### EXERCISE BRIEF
Output all entries exactly; images excluded.

### THE INPUT
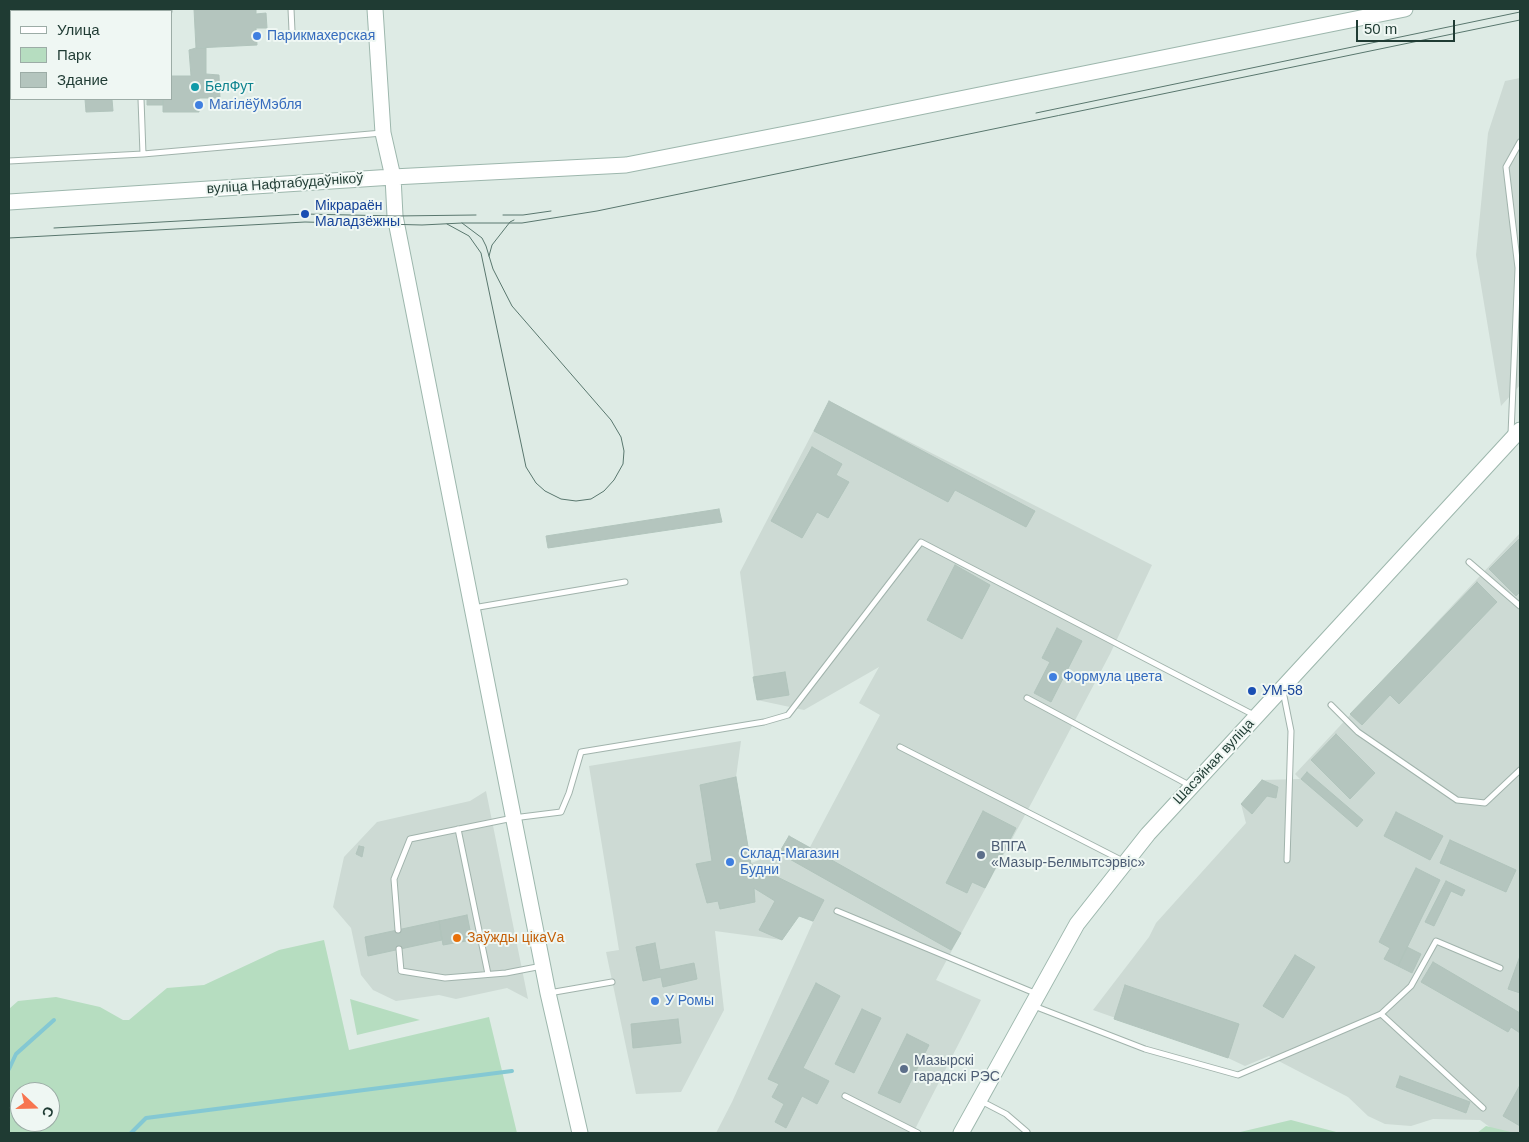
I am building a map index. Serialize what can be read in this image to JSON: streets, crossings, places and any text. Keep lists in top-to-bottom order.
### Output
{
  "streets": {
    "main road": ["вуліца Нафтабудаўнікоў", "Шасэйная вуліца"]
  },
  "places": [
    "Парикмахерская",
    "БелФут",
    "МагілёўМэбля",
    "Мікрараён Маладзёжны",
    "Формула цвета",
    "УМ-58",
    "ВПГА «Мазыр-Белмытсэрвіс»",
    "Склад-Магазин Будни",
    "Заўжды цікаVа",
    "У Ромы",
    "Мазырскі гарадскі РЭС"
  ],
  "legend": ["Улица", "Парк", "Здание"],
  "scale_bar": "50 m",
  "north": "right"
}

### ANSWER SECTION
I am building a map index. Serialize what can be read in this image to JSON: streets, crossings, places and any text. Keep lists in top-to-bottom order.
### Output
{
  "streets": {
    "main road": ["вуліца Нафтабудаўнікоў", "Шасэйная вуліца"]
  },
  "places": [
    "Парикмахерская",
    "БелФут",
    "МагілёўМэбля",
    "Мікрараён Маладзёжны",
    "Формула цвета",
    "УМ-58",
    "ВПГА «Мазыр-Белмытсэрвіс»",
    "Склад-Магазин Будни",
    "Заўжды цікаVа",
    "У Ромы",
    "Мазырскі гарадскі РЭС"
  ],
  "legend": ["Улица", "Парк", "Здание"],
  "scale_bar": "50 m",
  "north": "right"
}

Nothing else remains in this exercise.